▶ **SUPPLIED ENTRIES**:
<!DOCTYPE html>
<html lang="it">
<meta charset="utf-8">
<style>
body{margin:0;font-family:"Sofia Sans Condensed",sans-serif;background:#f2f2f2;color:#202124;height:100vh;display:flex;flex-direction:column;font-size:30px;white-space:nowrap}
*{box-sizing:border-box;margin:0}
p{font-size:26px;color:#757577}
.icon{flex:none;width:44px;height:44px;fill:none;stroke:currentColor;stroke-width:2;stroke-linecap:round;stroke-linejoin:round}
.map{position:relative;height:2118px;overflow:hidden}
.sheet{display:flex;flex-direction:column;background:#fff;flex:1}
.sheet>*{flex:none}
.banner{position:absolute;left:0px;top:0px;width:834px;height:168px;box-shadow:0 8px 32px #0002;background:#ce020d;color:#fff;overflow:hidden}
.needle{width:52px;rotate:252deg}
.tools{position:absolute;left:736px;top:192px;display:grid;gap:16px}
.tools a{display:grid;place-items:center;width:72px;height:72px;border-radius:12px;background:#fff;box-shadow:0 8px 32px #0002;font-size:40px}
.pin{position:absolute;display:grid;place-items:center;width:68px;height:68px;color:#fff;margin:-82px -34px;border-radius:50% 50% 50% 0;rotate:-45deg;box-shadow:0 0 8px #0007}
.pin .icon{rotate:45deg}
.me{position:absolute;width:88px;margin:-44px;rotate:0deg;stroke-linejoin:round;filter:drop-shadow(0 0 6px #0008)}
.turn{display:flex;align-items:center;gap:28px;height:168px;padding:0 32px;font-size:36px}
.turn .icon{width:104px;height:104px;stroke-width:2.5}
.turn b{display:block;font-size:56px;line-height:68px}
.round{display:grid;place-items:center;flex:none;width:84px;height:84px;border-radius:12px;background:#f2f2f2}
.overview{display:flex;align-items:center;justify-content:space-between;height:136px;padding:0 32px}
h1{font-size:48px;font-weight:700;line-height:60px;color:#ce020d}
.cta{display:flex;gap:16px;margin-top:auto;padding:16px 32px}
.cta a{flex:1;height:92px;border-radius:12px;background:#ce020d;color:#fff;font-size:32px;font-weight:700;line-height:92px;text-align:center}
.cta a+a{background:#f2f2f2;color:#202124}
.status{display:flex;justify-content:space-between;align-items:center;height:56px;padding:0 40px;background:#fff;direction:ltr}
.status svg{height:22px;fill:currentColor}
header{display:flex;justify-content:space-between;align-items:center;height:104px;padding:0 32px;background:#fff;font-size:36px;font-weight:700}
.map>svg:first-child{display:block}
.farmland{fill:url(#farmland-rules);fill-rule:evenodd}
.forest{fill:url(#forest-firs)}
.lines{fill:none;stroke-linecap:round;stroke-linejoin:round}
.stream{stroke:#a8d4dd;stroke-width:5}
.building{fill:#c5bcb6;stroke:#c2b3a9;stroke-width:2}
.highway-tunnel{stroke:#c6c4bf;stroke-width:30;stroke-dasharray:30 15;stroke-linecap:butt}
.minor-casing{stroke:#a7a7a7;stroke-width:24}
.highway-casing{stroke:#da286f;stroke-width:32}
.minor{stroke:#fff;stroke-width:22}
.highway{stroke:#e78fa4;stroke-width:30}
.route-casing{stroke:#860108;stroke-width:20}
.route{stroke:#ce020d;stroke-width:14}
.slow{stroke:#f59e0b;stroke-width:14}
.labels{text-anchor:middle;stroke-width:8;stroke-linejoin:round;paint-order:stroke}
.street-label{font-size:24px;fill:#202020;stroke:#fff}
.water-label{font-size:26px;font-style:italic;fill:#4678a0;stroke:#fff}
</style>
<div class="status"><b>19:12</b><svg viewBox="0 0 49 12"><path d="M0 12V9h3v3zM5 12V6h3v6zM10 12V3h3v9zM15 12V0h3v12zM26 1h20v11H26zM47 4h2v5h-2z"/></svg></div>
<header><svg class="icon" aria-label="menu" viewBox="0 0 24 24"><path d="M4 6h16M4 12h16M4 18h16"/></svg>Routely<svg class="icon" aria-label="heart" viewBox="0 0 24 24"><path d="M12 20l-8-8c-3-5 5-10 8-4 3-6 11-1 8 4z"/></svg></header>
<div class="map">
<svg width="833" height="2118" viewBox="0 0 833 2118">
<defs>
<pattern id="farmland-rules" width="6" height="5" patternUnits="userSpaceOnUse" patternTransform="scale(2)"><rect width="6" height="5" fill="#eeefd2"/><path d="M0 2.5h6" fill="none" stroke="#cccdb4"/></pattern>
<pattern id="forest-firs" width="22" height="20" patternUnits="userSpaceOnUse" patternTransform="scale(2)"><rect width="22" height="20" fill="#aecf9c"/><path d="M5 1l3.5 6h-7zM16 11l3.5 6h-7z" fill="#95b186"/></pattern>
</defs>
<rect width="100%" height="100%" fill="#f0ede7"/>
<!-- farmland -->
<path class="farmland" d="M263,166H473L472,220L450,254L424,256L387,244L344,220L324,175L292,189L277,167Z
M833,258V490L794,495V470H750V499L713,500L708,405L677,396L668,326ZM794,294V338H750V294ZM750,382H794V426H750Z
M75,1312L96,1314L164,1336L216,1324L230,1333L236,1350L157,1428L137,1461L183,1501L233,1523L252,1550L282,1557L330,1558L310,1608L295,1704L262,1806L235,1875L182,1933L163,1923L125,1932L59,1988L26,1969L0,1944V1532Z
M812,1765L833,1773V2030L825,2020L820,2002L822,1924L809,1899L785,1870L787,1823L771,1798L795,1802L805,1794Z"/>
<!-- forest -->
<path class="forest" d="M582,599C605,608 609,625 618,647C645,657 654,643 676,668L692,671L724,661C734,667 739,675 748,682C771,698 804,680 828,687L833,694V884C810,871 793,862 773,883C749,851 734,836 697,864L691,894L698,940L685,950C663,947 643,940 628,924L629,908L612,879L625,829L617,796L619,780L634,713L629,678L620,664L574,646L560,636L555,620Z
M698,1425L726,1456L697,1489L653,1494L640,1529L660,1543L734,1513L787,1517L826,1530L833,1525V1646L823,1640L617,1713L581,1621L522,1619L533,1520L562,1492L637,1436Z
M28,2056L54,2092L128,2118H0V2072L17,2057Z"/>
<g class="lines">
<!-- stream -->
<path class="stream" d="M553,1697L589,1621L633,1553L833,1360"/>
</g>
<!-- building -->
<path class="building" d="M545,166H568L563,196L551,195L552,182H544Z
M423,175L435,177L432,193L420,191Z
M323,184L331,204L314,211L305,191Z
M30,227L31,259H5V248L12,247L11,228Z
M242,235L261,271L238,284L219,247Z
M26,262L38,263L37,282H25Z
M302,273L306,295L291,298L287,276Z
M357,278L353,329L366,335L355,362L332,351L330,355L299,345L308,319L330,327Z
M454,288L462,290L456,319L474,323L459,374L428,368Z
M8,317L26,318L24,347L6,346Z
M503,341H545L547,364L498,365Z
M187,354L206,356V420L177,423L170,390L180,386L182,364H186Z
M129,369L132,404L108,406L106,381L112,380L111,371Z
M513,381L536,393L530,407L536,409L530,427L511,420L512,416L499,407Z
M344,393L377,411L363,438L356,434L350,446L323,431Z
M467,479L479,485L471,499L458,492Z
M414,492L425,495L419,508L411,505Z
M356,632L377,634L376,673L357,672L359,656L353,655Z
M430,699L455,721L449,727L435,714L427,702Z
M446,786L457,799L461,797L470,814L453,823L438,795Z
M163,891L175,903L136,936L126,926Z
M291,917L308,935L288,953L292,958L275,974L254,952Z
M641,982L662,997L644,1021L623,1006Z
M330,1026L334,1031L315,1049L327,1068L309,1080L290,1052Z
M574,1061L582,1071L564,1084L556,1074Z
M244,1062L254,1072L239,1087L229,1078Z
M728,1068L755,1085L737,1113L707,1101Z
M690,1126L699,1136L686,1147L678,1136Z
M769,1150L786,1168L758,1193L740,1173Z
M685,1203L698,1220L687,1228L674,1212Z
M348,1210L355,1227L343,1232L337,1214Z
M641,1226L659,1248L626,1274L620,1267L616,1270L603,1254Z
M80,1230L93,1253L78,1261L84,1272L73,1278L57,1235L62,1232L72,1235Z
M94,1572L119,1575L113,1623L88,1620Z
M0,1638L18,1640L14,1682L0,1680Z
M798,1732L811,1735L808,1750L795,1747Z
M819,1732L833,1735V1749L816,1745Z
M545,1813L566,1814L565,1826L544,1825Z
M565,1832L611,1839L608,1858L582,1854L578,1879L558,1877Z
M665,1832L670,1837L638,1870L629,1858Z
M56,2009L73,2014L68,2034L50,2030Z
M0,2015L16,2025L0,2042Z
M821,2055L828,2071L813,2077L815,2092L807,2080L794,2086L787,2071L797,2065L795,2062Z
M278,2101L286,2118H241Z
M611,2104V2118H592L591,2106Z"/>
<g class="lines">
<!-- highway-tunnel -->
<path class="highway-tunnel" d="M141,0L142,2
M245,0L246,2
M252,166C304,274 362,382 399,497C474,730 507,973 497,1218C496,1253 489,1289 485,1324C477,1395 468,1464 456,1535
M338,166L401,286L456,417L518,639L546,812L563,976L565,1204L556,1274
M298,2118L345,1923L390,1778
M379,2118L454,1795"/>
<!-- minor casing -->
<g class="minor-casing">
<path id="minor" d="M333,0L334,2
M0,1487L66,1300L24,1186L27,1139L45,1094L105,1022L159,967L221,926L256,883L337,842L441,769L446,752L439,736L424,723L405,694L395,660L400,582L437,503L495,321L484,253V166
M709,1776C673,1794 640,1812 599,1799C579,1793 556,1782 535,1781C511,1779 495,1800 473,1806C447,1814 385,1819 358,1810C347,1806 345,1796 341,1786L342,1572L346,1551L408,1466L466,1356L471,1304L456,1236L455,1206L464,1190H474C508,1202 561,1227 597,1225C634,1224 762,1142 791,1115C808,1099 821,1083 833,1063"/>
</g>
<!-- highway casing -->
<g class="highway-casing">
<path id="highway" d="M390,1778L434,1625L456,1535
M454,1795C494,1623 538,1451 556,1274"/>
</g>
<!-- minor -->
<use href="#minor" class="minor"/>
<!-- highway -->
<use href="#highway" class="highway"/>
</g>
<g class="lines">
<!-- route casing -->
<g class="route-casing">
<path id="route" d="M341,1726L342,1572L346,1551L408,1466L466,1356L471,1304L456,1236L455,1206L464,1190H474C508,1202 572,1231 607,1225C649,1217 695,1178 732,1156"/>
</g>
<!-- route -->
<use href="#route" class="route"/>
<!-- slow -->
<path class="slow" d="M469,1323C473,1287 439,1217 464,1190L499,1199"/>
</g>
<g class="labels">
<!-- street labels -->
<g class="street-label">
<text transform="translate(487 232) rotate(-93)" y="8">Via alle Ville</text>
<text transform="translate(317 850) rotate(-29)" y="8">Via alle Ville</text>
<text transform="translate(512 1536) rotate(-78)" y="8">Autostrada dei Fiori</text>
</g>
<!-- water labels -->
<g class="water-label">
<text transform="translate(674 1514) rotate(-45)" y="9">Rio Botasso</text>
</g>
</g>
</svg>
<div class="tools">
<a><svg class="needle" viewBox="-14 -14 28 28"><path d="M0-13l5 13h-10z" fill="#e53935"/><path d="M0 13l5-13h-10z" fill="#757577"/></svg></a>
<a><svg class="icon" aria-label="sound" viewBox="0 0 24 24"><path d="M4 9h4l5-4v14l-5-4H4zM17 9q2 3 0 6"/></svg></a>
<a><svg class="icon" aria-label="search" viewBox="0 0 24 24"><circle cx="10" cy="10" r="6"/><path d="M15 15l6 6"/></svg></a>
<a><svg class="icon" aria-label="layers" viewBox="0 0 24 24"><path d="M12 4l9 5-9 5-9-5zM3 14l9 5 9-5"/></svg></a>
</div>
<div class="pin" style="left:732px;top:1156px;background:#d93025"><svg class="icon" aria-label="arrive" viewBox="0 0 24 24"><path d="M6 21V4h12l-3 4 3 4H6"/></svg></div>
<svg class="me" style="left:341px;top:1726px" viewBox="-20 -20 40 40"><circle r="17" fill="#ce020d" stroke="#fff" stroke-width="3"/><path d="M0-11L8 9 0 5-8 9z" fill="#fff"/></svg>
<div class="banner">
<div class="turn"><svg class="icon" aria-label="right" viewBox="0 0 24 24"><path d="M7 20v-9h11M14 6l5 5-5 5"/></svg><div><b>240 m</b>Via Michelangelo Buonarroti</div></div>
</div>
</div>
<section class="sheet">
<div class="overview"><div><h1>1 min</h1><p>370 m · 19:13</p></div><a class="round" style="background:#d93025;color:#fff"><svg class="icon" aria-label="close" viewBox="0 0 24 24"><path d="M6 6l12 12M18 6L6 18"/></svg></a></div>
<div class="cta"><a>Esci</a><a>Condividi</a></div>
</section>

▶ **WHAT YOU WILL DO**: Look through the data above and report every line in which "tools" appears.

▶ **RESPONSE TO THE TASK**:
.tools{position:absolute;left:736px;top:192px;display:grid;gap:16px}
.tools a{display:grid;place-items:center;width:72px;height:72px;border-radius:12px;background:#fff;box-shadow:0 8px 32px #0002;font-size:40px}
<div class="tools">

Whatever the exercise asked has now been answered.